» Exercise directions:
Going through the entries below, copy out each line that contains "fabs".
[Opening Data records section]
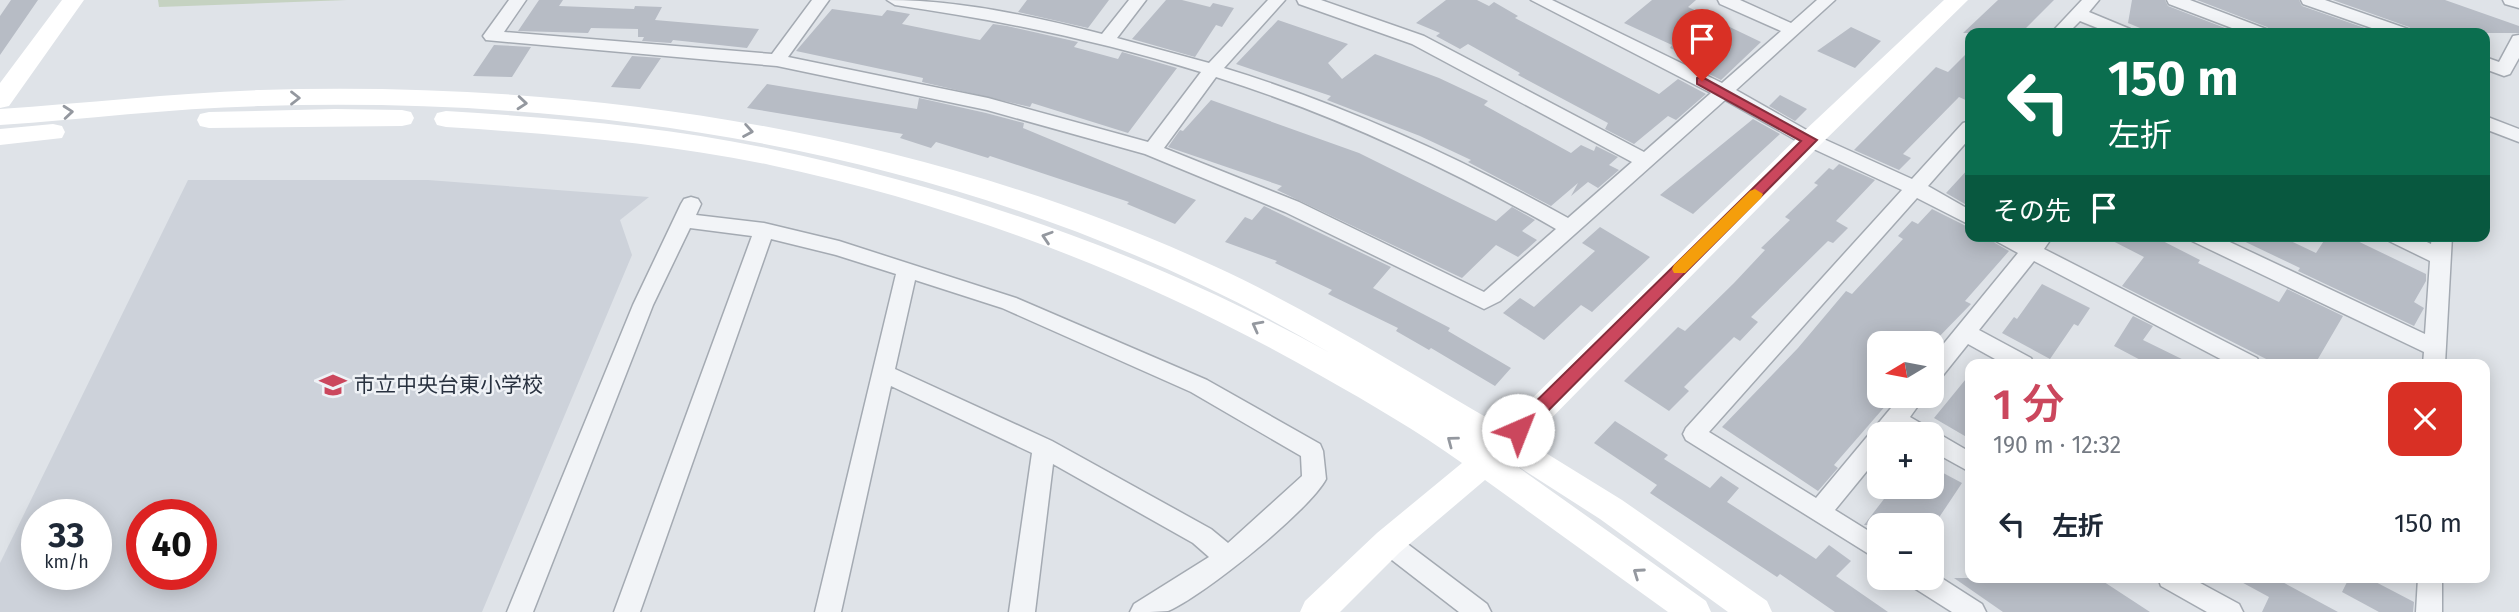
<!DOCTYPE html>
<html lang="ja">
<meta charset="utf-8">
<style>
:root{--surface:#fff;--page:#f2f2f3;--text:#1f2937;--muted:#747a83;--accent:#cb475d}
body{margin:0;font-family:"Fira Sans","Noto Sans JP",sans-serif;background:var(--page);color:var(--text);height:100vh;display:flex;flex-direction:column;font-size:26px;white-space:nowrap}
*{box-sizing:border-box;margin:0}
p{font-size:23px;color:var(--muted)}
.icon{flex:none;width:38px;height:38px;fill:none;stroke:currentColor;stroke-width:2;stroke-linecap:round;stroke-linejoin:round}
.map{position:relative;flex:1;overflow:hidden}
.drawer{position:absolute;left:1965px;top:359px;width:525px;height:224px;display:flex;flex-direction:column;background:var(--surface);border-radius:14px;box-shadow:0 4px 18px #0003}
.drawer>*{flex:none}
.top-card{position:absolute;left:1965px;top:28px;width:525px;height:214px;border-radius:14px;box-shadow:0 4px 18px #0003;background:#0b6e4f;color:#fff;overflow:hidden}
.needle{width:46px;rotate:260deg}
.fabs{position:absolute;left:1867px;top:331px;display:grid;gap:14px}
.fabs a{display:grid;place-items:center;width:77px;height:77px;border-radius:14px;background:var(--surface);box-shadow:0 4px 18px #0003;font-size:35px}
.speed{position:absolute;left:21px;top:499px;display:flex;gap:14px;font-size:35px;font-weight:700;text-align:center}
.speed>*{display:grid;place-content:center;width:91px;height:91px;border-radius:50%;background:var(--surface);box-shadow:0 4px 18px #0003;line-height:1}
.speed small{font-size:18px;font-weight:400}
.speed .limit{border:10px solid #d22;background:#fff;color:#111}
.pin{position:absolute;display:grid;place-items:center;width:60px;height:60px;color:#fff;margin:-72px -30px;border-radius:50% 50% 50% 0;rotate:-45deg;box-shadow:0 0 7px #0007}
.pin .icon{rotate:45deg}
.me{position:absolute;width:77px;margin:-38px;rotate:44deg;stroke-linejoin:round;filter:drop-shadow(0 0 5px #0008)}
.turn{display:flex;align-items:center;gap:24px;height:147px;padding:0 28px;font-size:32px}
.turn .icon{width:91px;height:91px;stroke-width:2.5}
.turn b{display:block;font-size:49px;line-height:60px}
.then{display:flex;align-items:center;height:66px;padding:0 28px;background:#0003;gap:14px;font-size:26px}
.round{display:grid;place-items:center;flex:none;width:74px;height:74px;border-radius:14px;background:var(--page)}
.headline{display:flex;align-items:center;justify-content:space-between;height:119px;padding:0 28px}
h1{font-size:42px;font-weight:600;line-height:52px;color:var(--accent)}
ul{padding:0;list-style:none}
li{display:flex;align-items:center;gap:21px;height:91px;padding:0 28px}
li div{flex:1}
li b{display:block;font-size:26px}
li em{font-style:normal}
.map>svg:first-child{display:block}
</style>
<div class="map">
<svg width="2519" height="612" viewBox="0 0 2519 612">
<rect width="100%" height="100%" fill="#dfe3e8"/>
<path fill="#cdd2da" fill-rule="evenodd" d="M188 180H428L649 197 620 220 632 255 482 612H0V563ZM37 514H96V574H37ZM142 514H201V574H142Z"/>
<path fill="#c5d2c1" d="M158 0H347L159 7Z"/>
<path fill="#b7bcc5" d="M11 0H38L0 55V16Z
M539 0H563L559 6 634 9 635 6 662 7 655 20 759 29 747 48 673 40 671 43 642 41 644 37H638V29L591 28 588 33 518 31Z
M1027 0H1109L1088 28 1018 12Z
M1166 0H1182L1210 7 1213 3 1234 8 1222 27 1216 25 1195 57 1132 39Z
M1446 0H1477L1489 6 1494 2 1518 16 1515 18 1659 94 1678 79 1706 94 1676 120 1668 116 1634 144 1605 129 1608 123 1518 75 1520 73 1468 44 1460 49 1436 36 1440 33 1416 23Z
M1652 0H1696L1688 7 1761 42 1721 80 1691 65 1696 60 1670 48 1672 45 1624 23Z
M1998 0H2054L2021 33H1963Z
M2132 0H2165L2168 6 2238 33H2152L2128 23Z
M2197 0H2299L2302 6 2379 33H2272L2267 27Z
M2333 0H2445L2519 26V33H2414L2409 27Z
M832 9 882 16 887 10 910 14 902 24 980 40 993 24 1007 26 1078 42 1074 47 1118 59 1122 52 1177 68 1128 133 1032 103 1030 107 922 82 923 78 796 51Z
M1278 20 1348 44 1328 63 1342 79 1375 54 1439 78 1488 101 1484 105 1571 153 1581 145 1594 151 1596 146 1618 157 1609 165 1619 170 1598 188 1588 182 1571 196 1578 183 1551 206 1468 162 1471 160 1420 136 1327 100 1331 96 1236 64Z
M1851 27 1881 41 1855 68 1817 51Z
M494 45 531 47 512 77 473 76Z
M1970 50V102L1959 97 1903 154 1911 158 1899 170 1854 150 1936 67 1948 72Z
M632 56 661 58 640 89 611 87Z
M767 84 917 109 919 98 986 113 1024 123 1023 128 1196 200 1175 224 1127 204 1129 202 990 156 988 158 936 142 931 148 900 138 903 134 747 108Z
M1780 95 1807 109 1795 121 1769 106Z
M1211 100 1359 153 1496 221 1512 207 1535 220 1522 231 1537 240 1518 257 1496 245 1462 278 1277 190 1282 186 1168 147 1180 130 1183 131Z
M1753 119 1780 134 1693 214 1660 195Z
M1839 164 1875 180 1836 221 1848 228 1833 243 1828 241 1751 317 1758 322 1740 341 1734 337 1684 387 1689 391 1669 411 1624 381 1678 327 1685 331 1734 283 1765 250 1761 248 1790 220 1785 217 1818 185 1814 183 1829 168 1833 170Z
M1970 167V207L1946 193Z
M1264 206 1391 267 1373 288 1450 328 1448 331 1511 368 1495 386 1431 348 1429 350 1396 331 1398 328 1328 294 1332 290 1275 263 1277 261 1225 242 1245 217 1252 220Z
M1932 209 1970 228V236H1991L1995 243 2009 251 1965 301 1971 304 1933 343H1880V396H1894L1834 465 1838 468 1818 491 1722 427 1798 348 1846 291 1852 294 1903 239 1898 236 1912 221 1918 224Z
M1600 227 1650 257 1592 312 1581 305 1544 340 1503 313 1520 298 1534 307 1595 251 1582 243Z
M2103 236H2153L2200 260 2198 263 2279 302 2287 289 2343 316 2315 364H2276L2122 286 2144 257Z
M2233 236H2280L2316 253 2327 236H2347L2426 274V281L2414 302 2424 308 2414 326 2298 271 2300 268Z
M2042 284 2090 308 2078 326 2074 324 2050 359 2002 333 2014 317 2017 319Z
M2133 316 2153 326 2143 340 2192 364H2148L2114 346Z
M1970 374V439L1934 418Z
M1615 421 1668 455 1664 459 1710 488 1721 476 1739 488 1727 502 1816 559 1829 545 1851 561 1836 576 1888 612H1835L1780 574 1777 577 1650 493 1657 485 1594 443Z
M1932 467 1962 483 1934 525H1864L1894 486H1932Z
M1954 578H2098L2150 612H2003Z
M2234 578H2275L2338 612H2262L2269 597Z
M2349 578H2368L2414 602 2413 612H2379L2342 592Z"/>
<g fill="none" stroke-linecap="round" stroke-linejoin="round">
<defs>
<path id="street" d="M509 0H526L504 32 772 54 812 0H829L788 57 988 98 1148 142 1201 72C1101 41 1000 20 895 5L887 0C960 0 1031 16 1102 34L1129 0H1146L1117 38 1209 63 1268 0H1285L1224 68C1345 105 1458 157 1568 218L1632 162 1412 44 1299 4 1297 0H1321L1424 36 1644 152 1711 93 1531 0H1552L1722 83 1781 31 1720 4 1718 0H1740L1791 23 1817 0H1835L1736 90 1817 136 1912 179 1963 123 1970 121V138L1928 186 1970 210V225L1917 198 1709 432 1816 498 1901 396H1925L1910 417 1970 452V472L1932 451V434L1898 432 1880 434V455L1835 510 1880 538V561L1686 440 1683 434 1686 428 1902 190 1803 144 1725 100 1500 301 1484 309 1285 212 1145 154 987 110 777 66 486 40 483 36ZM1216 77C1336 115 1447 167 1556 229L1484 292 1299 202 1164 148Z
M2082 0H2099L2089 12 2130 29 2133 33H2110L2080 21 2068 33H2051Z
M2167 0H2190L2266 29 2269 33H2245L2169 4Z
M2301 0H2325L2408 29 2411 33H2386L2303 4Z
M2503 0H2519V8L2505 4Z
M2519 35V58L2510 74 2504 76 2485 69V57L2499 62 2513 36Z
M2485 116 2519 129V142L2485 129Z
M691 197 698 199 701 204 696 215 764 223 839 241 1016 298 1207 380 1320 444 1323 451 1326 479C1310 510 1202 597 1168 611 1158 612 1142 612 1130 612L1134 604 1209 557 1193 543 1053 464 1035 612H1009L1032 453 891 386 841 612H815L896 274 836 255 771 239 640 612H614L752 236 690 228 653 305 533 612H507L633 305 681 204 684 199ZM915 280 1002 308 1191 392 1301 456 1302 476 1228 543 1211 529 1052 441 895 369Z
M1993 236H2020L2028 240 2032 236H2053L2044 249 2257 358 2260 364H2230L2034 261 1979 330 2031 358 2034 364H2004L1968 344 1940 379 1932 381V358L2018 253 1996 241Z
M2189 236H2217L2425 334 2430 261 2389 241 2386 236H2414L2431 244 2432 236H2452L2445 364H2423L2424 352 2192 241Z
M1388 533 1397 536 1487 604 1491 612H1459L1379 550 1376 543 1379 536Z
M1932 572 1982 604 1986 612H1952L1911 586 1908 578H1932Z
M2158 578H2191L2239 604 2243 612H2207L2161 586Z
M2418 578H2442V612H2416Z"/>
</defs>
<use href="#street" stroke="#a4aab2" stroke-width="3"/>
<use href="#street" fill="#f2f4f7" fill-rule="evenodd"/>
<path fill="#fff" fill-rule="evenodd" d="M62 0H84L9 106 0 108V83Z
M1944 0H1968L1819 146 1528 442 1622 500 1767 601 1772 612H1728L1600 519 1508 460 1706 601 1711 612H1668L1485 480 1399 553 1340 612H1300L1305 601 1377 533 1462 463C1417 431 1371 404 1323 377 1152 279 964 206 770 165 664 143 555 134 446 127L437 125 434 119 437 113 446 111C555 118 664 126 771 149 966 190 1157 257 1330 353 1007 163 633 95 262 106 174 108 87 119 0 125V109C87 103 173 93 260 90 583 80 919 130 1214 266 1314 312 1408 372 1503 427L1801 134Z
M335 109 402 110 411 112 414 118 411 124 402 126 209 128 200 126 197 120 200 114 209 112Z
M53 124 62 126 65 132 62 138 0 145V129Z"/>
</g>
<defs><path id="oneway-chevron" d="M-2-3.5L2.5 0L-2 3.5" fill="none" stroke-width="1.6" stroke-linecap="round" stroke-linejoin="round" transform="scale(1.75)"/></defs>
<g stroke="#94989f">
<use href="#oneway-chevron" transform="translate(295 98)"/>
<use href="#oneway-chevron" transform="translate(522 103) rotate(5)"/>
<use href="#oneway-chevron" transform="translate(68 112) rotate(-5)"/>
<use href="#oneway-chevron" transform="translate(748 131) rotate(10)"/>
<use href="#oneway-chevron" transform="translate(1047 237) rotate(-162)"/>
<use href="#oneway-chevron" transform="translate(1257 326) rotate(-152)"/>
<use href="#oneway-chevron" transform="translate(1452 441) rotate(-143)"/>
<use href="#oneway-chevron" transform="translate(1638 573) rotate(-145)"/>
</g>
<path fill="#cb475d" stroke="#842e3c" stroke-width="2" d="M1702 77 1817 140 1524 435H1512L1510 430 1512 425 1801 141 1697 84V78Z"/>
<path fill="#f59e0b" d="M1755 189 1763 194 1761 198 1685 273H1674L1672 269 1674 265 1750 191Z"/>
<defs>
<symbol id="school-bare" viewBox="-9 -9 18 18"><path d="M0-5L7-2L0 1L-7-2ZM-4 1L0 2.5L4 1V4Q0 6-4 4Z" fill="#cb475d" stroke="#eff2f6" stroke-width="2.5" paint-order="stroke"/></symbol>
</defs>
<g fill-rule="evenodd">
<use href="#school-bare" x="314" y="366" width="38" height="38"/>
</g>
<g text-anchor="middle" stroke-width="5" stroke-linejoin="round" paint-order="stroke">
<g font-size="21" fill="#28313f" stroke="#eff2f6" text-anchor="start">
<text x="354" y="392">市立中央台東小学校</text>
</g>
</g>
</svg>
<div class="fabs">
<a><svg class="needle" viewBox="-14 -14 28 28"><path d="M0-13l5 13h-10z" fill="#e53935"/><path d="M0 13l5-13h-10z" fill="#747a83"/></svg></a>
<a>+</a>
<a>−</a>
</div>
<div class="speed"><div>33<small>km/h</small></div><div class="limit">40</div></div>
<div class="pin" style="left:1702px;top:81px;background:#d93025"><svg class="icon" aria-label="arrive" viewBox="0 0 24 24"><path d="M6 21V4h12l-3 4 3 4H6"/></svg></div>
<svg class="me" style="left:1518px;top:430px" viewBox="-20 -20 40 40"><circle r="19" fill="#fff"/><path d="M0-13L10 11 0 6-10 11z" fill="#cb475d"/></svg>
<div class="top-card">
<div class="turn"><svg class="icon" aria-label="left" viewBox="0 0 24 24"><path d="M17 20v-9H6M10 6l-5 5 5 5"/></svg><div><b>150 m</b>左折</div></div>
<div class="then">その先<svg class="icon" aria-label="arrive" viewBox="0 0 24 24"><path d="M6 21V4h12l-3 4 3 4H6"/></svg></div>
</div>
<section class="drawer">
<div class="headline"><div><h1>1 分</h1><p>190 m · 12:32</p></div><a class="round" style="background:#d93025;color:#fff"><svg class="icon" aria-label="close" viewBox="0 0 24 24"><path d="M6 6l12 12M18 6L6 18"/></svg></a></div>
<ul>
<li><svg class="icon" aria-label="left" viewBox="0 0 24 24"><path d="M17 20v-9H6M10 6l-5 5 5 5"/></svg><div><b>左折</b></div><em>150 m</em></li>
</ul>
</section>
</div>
[Closing Data records section]
» Answer to the problem:
.fabs{position:absolute;left:1867px;top:331px;display:grid;gap:14px}
.fabs a{display:grid;place-items:center;width:77px;height:77px;border-radius:14px;background:var(--surface);box-shadow:0 4px 18px #0003;font-size:35px}
<div class="fabs">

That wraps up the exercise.